Thus would the master discourse, and the neophite, sitting on the steps of the cellar, smoking his cigarette, listens, admiring, pondering. And every time he comes with his bucket, Jerry would be standing there, between his little pyramids of books, pipe in mouth, hands in pockets, ready for the discourse. He would also conduct through his underworld anyone who had the leisure and inclination. But fortunately for Khalid, the people of this district are either too rich to buy secondhand books, or too snobbish to stop before this curiosity shop of literature. Hence the master is never too busy; he is always ready to deliver the discourse.

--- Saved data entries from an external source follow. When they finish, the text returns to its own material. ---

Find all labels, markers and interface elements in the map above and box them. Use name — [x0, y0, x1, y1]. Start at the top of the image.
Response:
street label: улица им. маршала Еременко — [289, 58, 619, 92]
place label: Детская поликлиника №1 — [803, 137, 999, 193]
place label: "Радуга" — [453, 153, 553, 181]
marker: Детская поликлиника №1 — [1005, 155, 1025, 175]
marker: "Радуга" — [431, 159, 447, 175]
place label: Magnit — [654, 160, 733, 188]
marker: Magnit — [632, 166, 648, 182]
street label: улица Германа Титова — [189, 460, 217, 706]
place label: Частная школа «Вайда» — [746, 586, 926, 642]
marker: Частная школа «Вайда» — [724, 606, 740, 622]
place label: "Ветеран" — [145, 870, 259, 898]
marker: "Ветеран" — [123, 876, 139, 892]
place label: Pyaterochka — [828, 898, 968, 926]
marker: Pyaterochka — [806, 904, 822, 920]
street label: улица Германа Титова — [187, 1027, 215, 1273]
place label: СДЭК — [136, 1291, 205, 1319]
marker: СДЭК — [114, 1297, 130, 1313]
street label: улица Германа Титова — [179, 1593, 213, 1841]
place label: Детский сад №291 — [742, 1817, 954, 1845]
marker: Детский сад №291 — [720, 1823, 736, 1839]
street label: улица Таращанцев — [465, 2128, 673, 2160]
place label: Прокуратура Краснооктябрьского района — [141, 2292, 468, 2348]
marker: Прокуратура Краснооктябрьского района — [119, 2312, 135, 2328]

One day Khalid is conducted into the labyrinthine gloom and mould of the cellar. Through the narrow isles, under a low ceiling, papered, as it were, with pamphlets, between ramparts and mounds of books, old Jerry, his head bowed, his lighted taper in hand, proceeds. And Khalid follows directly behind, listening to his guide who points out the objects and places of interest. And thus, through the alleys and byways, through the nooks and labyrinths of these underground temple-ruins, we get to the rear, where the ramparts and mounds crumble to a mighty heap, rising pell-mell to the ceiling. Here, one is likely to get a glimpse into such enchanted worlds as the name of a Dickens or a Balzac might suggest. Here, too, is Shakespeare in lamentable state; there is Carlyle in rags, still crying, as it were, against the filth and beastliness of this underworld. And look at my lord Tennyson shivering in his nakedness and doomed to keep company with the meanest of poetasters. Observe how Emerson is wriggled and ruffled in this crushing crowd. Does he not seem to be still sighing for a little solitude? But here, too, are spots of the rarest literary interest. Close to the vilest of dime novels is an autograph copy of a book which you might not find at Brentano’s. Indeed, the rarities here stand side by side with the superfluities—the abominations with the blessings of literature—cluttered together, reduced to a common level. And all in a condition which bespeaks the time when they were held in the affection of someone. Now, they lie a-mouldering in these mounds, and on these shelves, awaiting a curious eye, a kindly hand.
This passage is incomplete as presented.